== Listed records
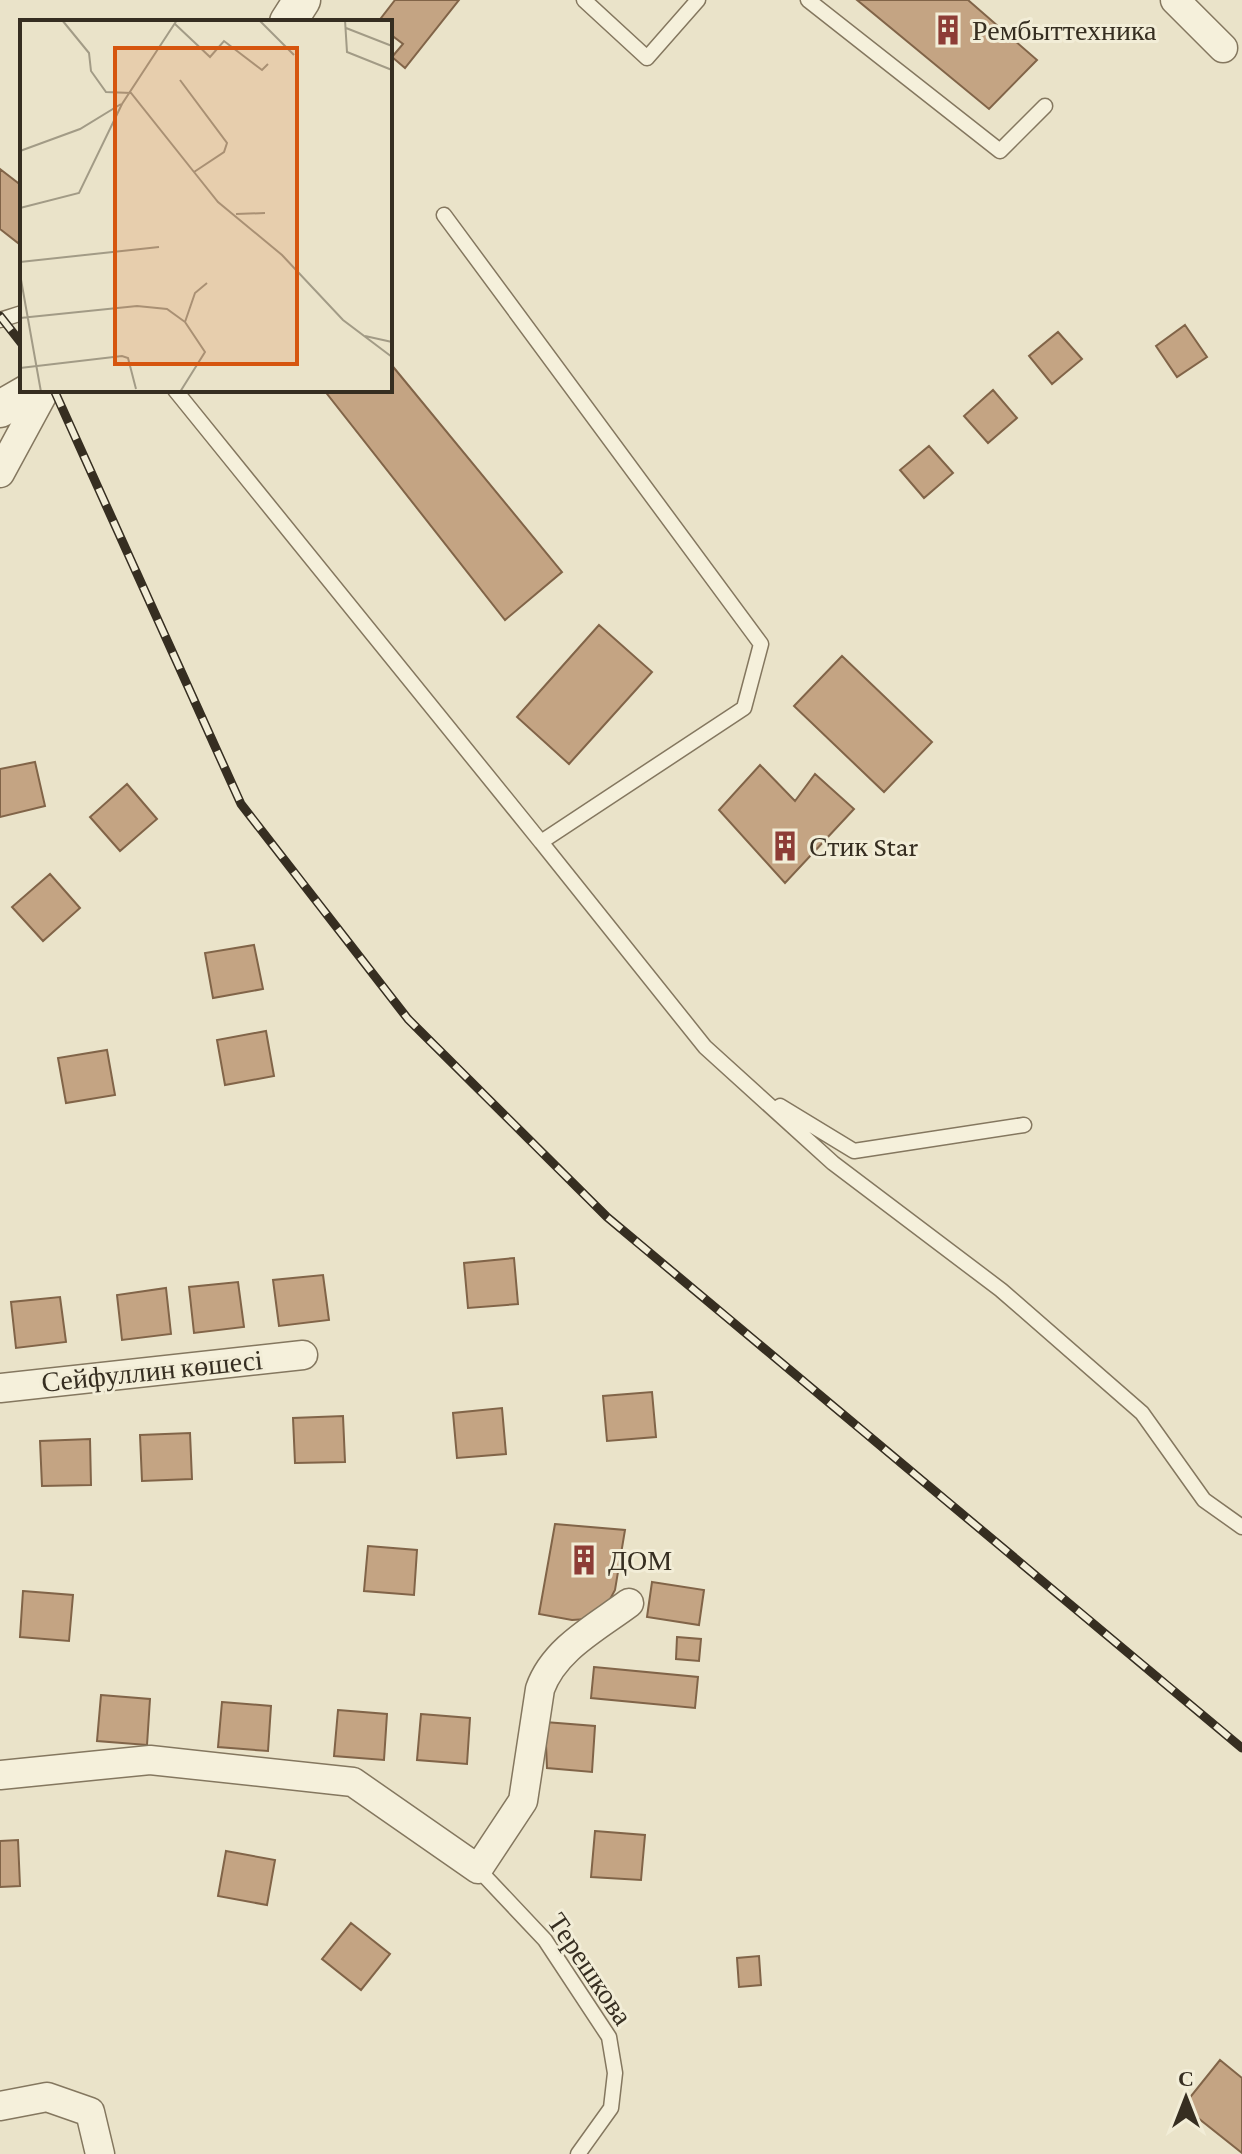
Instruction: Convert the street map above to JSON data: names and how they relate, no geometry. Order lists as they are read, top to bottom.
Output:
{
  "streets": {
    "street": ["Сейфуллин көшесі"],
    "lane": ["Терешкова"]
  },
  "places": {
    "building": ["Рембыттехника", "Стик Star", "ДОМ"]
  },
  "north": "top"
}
====
What to work on >> What is needed is an exact copy of the data, without any pictures.

Task response >>
Instruction: Convert the street map above to JSON data: names and how they relate, no geometry. Order lists as they are read, top to bottom.
Output:
{
  "streets": {
    "street": ["Сейфуллин көшесі"],
    "lane": ["Терешкова"]
  },
  "places": {
    "building": ["Рембыттехника", "Стик Star", "ДОМ"]
  },
  "north": "top"
}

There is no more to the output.